Cualquier paisaje descubre un cementerio porque lo señala un manojo de cipreses que emerge de unas tapias. Sobre el raso infinito de los campos de Castilla, son sus señas de identidad mas ciertas. Cuando en la lejanía atisbas una procesión de puntas de árboles mirando al cielo, recortada su altura por una tapia blanca casi siempre, sabes que allí está la muerte recogida, guardada, celebrando cada día la inevitable ceremonia del final. Verticalidad del ciprés cruzada con la horizontalidad de la tierra. En el camposanto el adiós no es una palabra o un gesto. Es la verdad, entera, cruel, que entra con el ataúd en el vientre de la tierra. Como si de un poema desordenado se tratase, quedan allí los versos vacíos de los huesos, es decir, nada. O todo, según el corazón del hombre.

Sin embargo, por extraño que parezca, allí crece la vida cada día. Anidan en los cipreses, bandadas de palomas, ajenas a símbolos y hados, que se aplican en el zureo con alas de deseo y picos de ansiedad. Pasan las cigüeñas, muy de mañana, camino de las charcas y los lodazales en busca de alimento. Gorriones, estorninos y golondrinas hacen suyo ese pedazo de aire y lo dominan con sus revoloteos incesantes o sobrevuelan ese apacible prado de silencios y siguen su camino. El sol, cada día, cuando asciende y se sienta en su trono, gobierna todos sus espacios, llenando de luz oquedades y orillas, cruces, vértices, nichos. En las sosegadas tardes del otoño, la lluvia descorre todos sus velos desde un cielo inacabado de plomo y llora, mansa e inconteniblemente, por entre los sepulcros y las flores. En las mañanas de niebla espesos cortinajes de frío se enroscan en los cipreses, desplomándose sobre las sepulturas y cubriendo sus perfiles. Y en las noches limpias del estío vigilan el lugar las estrellas y la luna alumbra y blanquea la inmensa soledad allí guardada.

Se alinean las sepulturas en inacabables filas de mármoles de luto tapizados de ceniza, lápidas de granitos suntuosos, cementos alicatados de guijarros, enrejados de artístico hierro fraguado en otro tiempo y ahora revestidos de orín, cadenas colgantes que ya solo ensamblan olvidos y soledades. Y por donde quiera que mires, aparece una legión de flores ajadas, racimos fríos que un día simularon ser fruto de tierra y agua, que se agarran a los floreros con sus arterias de alambre y extienden su descolorida piel por entre los nombres de los muertos.

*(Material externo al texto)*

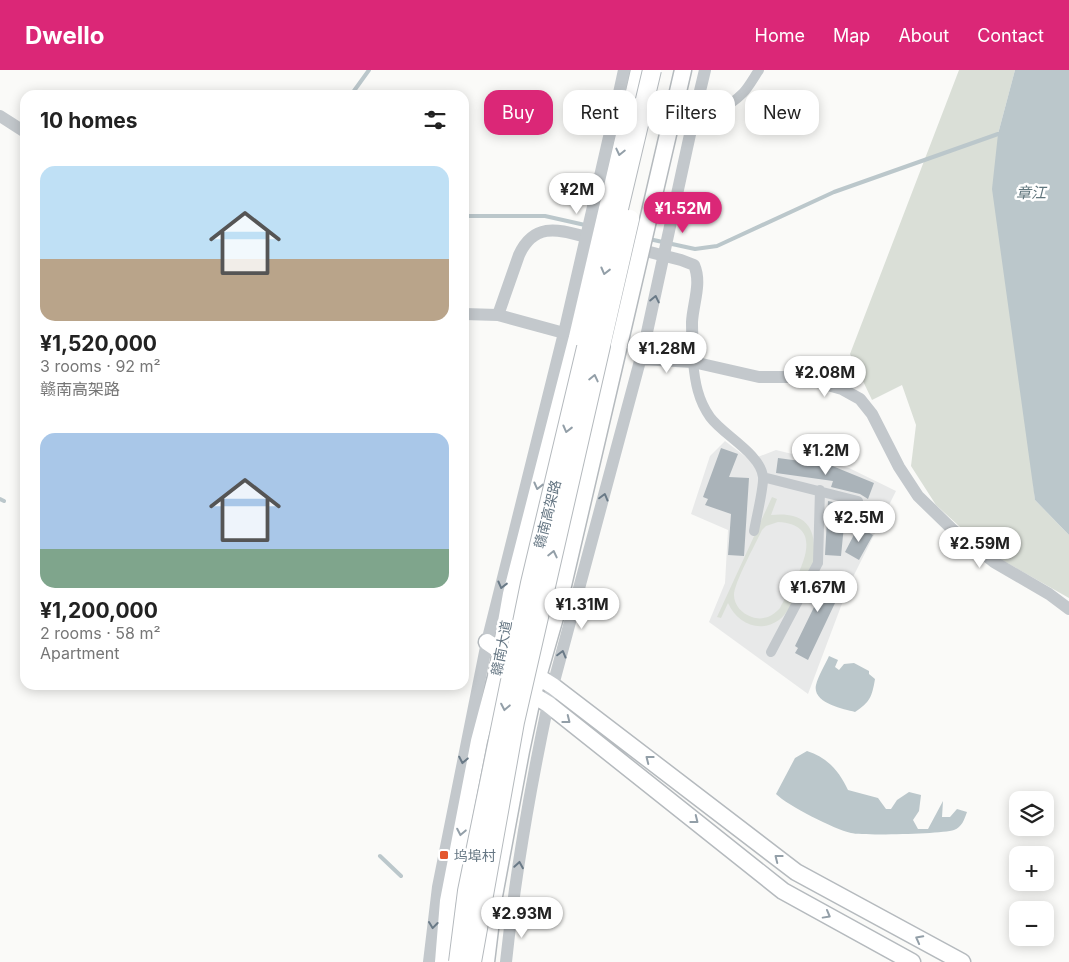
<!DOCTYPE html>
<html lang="en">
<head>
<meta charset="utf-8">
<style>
	body { margin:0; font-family:Inter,"Noto Sans SC",sans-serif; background:#f6f6f6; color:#222; height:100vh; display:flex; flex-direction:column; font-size:19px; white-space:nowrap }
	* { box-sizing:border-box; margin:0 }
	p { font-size:16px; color:#767676 }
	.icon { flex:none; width:28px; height:28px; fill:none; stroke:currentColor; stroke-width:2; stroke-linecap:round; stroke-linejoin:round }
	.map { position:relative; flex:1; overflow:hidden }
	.side { position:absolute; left:20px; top:20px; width:449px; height:600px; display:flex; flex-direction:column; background:#fff; border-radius:15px; box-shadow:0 2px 12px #0003 }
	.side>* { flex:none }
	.top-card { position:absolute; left:484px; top:20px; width:475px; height:45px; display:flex; gap:10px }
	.tools { position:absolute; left:1009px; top:721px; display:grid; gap:10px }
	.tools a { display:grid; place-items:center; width:45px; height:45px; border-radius:10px; background:#fff; box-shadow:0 2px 12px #0003; font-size:25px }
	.price { position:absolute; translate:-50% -42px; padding:0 11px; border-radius:18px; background:#fff; color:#222; font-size:16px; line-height:32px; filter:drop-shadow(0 1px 2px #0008) }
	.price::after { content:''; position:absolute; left:50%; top:30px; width:15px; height:11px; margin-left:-8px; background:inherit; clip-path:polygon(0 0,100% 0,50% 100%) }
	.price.on { background:#db2777; color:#fff }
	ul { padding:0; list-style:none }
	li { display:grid; align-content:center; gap:10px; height:265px; padding:0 20px }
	li span { display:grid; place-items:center; height:155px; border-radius:15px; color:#555 }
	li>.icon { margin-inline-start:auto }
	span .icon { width:90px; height:90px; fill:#fffc; stroke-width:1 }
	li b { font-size:21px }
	h2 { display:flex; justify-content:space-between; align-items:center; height:60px; padding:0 20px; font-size:21px }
	.tag { padding:0 18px; border-radius:15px; background:#fff; box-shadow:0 2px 12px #0003; font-size:18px; line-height:45px }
	.tag.on { background:#db2777; color:#fff }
	header { display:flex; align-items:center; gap:30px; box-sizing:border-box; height:70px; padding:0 25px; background:#db2777; color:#fff }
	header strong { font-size:24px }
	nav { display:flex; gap:28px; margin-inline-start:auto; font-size:18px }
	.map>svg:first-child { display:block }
	.built { fill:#e8e9e9 }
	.green { fill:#dadfd7; fill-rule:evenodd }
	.water { fill:#bbc7cb }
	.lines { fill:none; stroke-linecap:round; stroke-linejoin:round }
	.stream { stroke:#bbc7cb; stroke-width:4 }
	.building { fill:#aab3b9 }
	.primary-casing { stroke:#b5babe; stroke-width:19 }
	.minor { stroke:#c3c8cc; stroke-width:10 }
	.tertiary { stroke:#c3c8cc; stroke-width:12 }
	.primary { stroke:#fff; stroke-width:16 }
	.primary-bridge-casing { stroke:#b5babe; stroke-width:19; stroke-linecap:butt }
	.trunk-bridge-casing { stroke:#b4b9bd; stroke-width:20; stroke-linecap:butt }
	.tertiary-bridge { stroke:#c3c8cc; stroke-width:12 }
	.primary-bridge { stroke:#fff; stroke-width:16 }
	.trunk-bridge { stroke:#fff; stroke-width:18 }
	.oneway { stroke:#939fa8 }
	.oneway2 { stroke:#6a7a87 }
	.poi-dot { fill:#e4572e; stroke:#fff; stroke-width:2 }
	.labels { text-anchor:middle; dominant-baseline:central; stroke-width:5; stroke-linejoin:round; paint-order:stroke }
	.street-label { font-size:14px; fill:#657683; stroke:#fff }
	.poi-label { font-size:14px; fill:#657683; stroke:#fff; text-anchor:start }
	.water-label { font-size:15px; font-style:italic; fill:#60757c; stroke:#fff }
</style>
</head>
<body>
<header>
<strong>Dwello</strong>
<nav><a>Home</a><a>Map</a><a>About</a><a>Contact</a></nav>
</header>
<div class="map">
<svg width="1069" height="892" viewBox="0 0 1069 892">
	<rect width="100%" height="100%" fill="#fafaf8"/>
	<path class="built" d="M 725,371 L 750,390 L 776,380 L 849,398 L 896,421 L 849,515 L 808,624 L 709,552 L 725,513 L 728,460 L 691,444 L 710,386 Z"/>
	<path class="green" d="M 959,0 L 1015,0 L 998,64 L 1035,430 L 1069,465 L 1069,528 L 1002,490 L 981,476 L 936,435 L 911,396 L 916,355 L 902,315 L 872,330 L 850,284 Z
		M 772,427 L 777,429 L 771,445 C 796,442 815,450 814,479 C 814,484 815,490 813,494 C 810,503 803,513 798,521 C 793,531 788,543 779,550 C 759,564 737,553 728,533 L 721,548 L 717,547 ZM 778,452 C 834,455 792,514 780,538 C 773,546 763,551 752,547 C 742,544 734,535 734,525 C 734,513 756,473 762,460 L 766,456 Z"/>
	<path class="water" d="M 1015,0 L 1069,0 L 1069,465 L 1035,430 L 992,119 L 998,64 Z
		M 829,586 L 838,590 L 835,597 L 839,600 L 844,594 L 854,593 L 869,601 L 869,604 L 875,609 C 872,627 870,632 855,642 C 843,639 812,633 816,615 C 818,606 825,595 829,586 Z
		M 807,681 C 828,688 839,701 848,720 L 878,728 L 886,739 L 891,739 L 897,730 L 909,722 L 921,725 L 919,741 L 913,750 L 918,759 L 928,759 L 943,731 L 942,747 L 950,747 L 957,739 L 967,742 C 964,750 962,757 954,760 C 942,764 863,766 851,763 C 834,759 788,736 776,724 L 795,688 Z"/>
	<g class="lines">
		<path class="stream" d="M 351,25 L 369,0
			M 464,146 L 545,146 L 585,155
			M 649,169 L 695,179 L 717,176 L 834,122 L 998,64 L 1001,64
			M 0,429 L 4,431
			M 380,786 L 401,806"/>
	</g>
	<path class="building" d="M 721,378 L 738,384 L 729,407 L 749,408 L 744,486 L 728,485 L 731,444 L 705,435 L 708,429 L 703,427 Z
		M 778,388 L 830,395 L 874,413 L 868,429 L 860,424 L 831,417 L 833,411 L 776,403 Z
		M 828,431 L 846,435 L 841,486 L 825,485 Z
		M 858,457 L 873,465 L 859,490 L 845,482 Z
		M 820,503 L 844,514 L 808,590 L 795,583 L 798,578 L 795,576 L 815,535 L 806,531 Z"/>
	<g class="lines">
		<defs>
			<path id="primary" d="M 631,35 L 639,0
				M 673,43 L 683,0
				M 487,572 L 509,587
				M 529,601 L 553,616 L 796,802 L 962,892
				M 525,620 L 548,634 L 783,821 L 912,892
				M 443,892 L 448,831 L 479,671 L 497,603 L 511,524 L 577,267
				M 486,892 L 494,826 L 521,681 L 533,624 L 558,537 L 619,275"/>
		</defs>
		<use href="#primary" class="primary-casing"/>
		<path class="minor" d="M 694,46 C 711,47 731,35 743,23 C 749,17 754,7 759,0
			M 693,292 C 695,312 698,330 710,347 C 723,365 761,384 763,407 C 764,417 756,449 754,461
			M 763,407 L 858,431
			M 771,582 L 818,493 L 820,420"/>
		<path class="tertiary" d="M 617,32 L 624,0
			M 0,46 L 25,62
			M 694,46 L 705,0
			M 634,178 L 681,190 L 694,195 C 702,213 693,233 692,252 C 692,265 693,279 693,292
			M 498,245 L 519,185 C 536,148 564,162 595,169
			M 641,289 L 693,292 L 759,307 L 800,307 L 842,319 L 860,329 L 872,344 L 899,397 L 918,426 L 953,460 L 994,492 L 1049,524 L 1069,539
			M 429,892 L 438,817 L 487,572 L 564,263 L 498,245 L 464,244
			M 506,892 C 515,806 530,719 548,634 L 644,276"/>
		<use href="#primary" class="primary"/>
		<defs>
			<path id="primary-bridge" d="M 577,267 L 631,35
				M 619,275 L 673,43"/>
			<path id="trunk-bridge" d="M 458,892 L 467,821 L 530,513 L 652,0
				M 472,892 L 515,652 L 630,149"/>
		</defs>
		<use href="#primary-bridge" class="primary-bridge-casing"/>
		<use href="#trunk-bridge" class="trunk-bridge-casing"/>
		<path class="tertiary-bridge" d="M 564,263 L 617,32
			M 644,276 L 694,46"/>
		<use href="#primary-bridge" class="primary-bridge"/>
		<use href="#trunk-bridge" class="trunk-bridge"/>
	</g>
	<defs><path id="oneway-chevron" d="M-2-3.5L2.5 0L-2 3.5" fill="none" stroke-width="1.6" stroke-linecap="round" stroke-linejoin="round" transform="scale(1.25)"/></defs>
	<g class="oneway">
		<use href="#oneway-chevron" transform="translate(620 82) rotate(103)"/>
		<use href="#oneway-chevron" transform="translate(605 201) rotate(104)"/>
		<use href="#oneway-chevron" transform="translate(594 308) rotate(-77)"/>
		<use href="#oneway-chevron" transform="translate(567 359) rotate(104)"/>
		<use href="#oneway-chevron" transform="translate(538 416) rotate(104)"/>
		<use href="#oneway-chevron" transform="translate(553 484) rotate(-77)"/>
		<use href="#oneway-chevron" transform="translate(505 637) rotate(101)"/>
		<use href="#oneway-chevron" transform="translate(567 650) rotate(38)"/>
		<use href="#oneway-chevron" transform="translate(649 689) rotate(-142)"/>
		<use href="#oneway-chevron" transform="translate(695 750) rotate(38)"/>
		<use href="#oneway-chevron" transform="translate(461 762) rotate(101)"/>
		<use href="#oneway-chevron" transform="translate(778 788) rotate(-142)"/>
		<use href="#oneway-chevron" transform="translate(827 845) rotate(29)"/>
		<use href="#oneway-chevron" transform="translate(919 869) rotate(-152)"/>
	</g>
	<g class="oneway2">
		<use href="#oneway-chevron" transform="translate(655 229) rotate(-78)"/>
		<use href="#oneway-chevron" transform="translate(604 427) rotate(-75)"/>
		<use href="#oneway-chevron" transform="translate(502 515) rotate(104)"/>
		<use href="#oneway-chevron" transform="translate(562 584) rotate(-75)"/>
		<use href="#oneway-chevron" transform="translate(463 690) rotate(101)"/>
		<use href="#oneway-chevron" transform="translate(519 795) rotate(-81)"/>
		<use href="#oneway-chevron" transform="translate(433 855) rotate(97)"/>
	</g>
	<rect class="poi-dot" x="439" y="780" width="10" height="10" rx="2.5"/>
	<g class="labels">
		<g class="street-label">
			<text transform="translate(547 444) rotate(-76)">赣南高架路</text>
			<text transform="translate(501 578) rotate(-79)">赣南大道</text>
		</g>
		<g class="poi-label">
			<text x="454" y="785">坞埠村</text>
		</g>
		<g class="water-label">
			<text x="1031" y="122">章江</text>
		</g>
	</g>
</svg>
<div class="tools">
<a><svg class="icon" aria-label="layers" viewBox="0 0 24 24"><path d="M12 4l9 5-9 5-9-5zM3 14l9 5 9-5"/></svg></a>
<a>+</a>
<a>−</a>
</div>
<b class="price" style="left:577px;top:145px">¥2M</b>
<b class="price on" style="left:683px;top:164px">¥1.52M</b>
<b class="price" style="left:667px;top:304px">¥1.28M</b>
<b class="price" style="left:825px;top:328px">¥2.08M</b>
<b class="price" style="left:826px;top:406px">¥1.2M</b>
<b class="price" style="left:859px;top:473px">¥2.5M</b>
<b class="price" style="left:980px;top:499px">¥2.59M</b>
<b class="price" style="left:818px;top:543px">¥1.67M</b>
<b class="price" style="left:582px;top:560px">¥1.31M</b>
<b class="price" style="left:522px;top:869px">¥2.93M</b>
<div class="top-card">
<a class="tag on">Buy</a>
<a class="tag">Rent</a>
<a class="tag">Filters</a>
<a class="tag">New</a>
</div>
<section class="side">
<h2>10 homes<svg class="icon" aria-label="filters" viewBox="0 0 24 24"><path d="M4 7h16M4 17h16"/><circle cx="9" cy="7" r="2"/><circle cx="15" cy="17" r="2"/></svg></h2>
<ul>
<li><span style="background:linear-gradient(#bfe0f5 60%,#b9a48a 0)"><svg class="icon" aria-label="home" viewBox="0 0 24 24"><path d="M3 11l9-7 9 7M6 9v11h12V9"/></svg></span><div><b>¥1,520,000</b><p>3 rooms · 92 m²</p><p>赣南高架路</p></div></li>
<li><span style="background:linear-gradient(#a9c7e8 75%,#7fa58c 0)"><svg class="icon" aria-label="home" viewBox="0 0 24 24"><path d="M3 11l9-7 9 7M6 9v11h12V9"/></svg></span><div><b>¥1,200,000</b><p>2 rooms · 58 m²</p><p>Apartment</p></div></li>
</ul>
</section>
</div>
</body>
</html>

De vez en cuando, en las largas hileras de tumbas aparecen montículos de tierra simple, sayales de tierra abrazados a la misma tierra, sin otra huella que una cruz desvencijada. A veces ni siquiera la fe se posa sobre ella. Solo una leve prominencia denuncia allí un entierro lejano, sin identidad, sin inscripción alguna. Es un bulto amasado por los años, prensado de tiempo, condenado a tener en sus entrañas unos huesos olvidados, ignorados, sin nombre. Nadie ha removido ese resalto, ni siquiera ha posado sobre él la palma amorosa de la azada para redondearlo y enlucirlo.

En el camposanto, entre los pasillos agrietados por la vejez, se miden las distancias, las eternidades, los silencios, los olvidos, las incurias, las orfandades. En aquel huerto de desconsuelos crecen, como si fueran zarzas, deserciones de amor y contradicciones de espíritu, promesas vulneradas, creencias apostatadas, traiciones alevosas, sueños rotos, ilusiones desvanecidas. Allí caben la fe, el fetichismo, el desapego, la incredulidad. Anidan juntos el olvido y la desesperación.

Sin embargo, la Luz y la Vida reinan, sobre todo, en el lugar donde una simple sepultura tenga hendida en su seno una cruz vertical, pomposa o pobre, alta o pequeña, aldeana o solemne. En todas esas cruces están la Luz y la Vida fundidas en un solo sacramento de amor. Allá donde hay una cruz de cabecera, están vivas estas palabras: «Yo soy la Resurrección y la Vida» (Jn, 11, 25). Y con ellas basta.

En el cementerio de los nuestros, que esta noche de la Pasión es cenáculo de memorias, aguardan bajo la tierra la resurrección final quienes aprendieron a desearla y pedirla en el credo. Y quienes celebraron con devota y zamorana unción la Pasión, Muerte y Resurrección de Jesús, año tras año, todos los tiempos de sus vidas. Allí vamos hoy con el corazón a llamarlos a todos por sus nombres, tiempos, trabajos, devociones y sangres y a ponerlos en pie como signos amados de Luz y Vida. Allí vamos a quererlos de nuevo porque para nosotros nunca estarán del otro lado de la vida, nunca.